Никто не может сомневаться в том, что римская республика уступила бы место военному деспотизму, если бы даже не было Юлия Цезаря» (это обусловлено общими причинами). «Но очевидно ли сколько-нибудь, что одновременно с этим Галлия должна была составить провинцию империи? Разве не мог Вар потерять свои три легиона на берегах Роны? Разве не могла стать границей империи именно эта река, а не Рейн? Это свободно могло бы случиться, если бы Цезарь и Красе поменялись провинциями, и решительно нельзя поручиться за то, что тогда поприще европейской цивилизации не стало бы другим. Точно так же покорение Англии норманнами в такой же степени было актом единичного человека, как и написание газетной статьи, и при нашем знании истории этого человека и его семейства мы можем почти с непогрешимой уверенностью сделать ретроспективное предсказание, что никто другой» (мне кажется, здесь подразумевается «никто другой в эту эпоху») «не мог бы выполнить этого предприятия. А если бы оно не осуществилось, то есть ли какое-либо основание предполагать, что наша история и наш национальный характер были бы те самые, каковы они теперь?»

Тот же самый писатель высказывает вполне справедливое мнение, что весь ход греческой истории, как он разъяснен Гротом, есть один сплошной ряд примеров того, как часто события, с которыми связана вся дальнейшая судьба цивилизации, зависели от личной наклонности к -добру или злу какого-нибудь одного индивидуума.

Надо сказать, однако, что Греция представляет в этом отношении самый крайний пример, какой только можно найти в истории, и её значение, в качестве образчика общего стремления, весьма преувеличено. Только однажды случилось (и, вероятно, никогда больше не случится), что судьбы человечества зависели от существования известного порядка вещей в одном только городе или стране, едва ли большей, чем Йоркшир, - порядка, который могла разрушить или спасти сотня причин, весьма незначительных в сравнении с общими тенденциями человеческой жизни и деятельности.

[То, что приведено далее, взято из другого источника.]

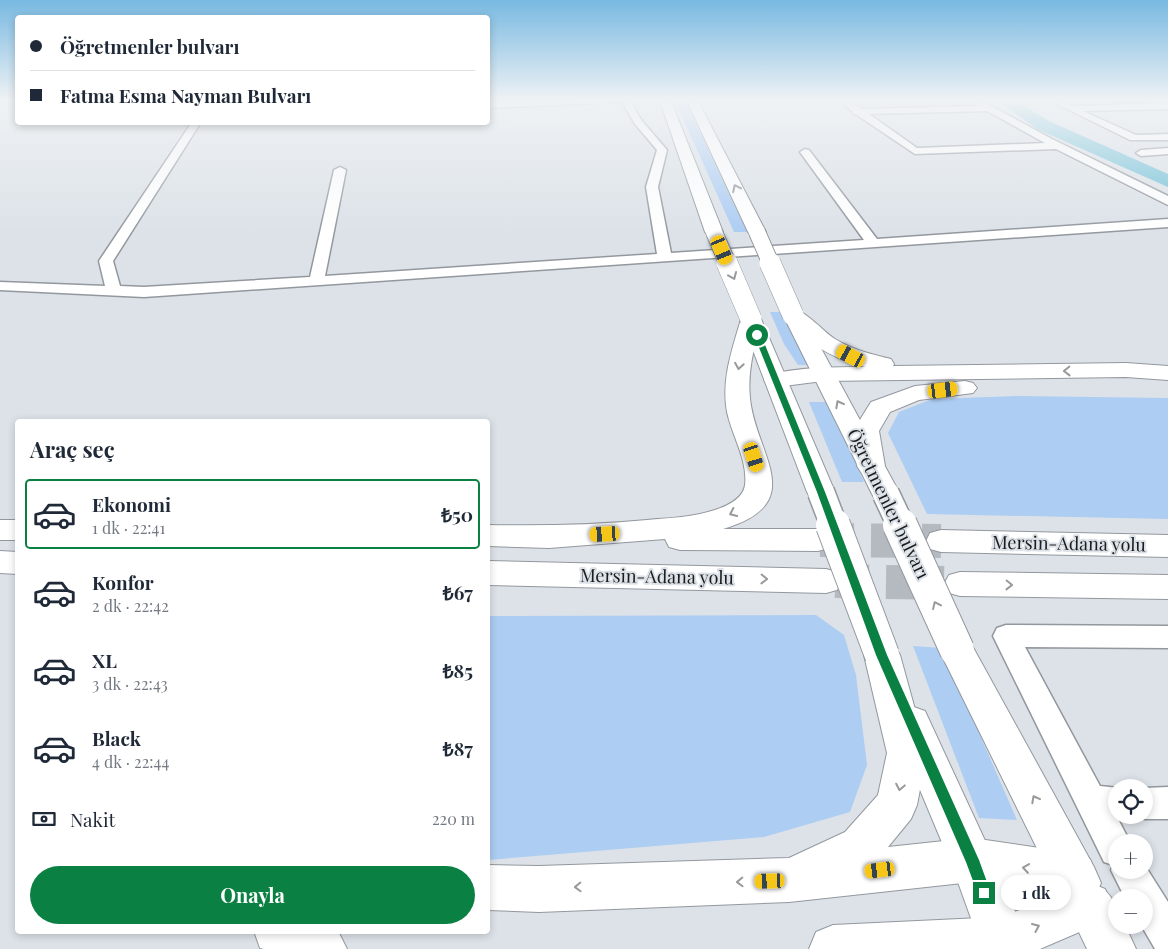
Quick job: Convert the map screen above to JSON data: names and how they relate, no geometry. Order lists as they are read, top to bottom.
{
  "streets": {
    "main road": ["Öğretmenler bulvarı", "Mersin-Adana yolu"]
  },
  "page": {
    "banner": ["Öğretmenler bulvarı", "Fatma Esma Nayman Bulvarı"],
    "heading": "Araç seç",
    "list": [
      {
        "name": "Ekonomi",
        "note": "1 dk · 22:41",
        "value": "₺50"
      },
      {
        "name": "Konfor",
        "note": "2 dk · 22:42",
        "value": "₺67"
      },
      {
        "name": "XL",
        "note": "3 dk · 22:43",
        "value": "₺85"
      },
      {
        "name": "Black",
        "note": "4 dk · 22:44",
        "value": "₺87"
      }
    ],
    "map_buttons": ["+", "−"],
    "pay": ["Nakit", "220 m"],
    "buttons": "Onayla",
    "bubble": "1 dk"
  }
}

Ни обыденные случайности, ни характеры индивидуумов никогда уже больше не могут иметь такого жизненного значения, какое они имели тогда. Чем дольше живёт человечество и чем цивилизованнее оно становится, тем более, как замечает Конт, получает преобладание над другими силами влияние прошлых поколений на теперешнее и человечества en masse на каждого из составляющих его индивидуумов; и хотя ход дел всё-таки остаётся доступным для изменения как со стороны случайностей, так и со стороны личных качеств, однако усиливающееся преобладание коллективной деятельности человечества над всеми прочими, более мелкими причинами постоянно приводит общую эволюцию человечества к некоторому более определённому и доступному для предсказания пути.

Таким образом, историческая наука становится всё более возможной, - притом не просто потому, что она лучше изучается, а и потому, что с каждым поколением она становится всё более доступной для изучения».

Джон Милль, Система логики силлогистической и индуктивной: изложение принципов доказательств в связи с методами научного исследования, М., «Ленанд», 2011 г., с. 694-698.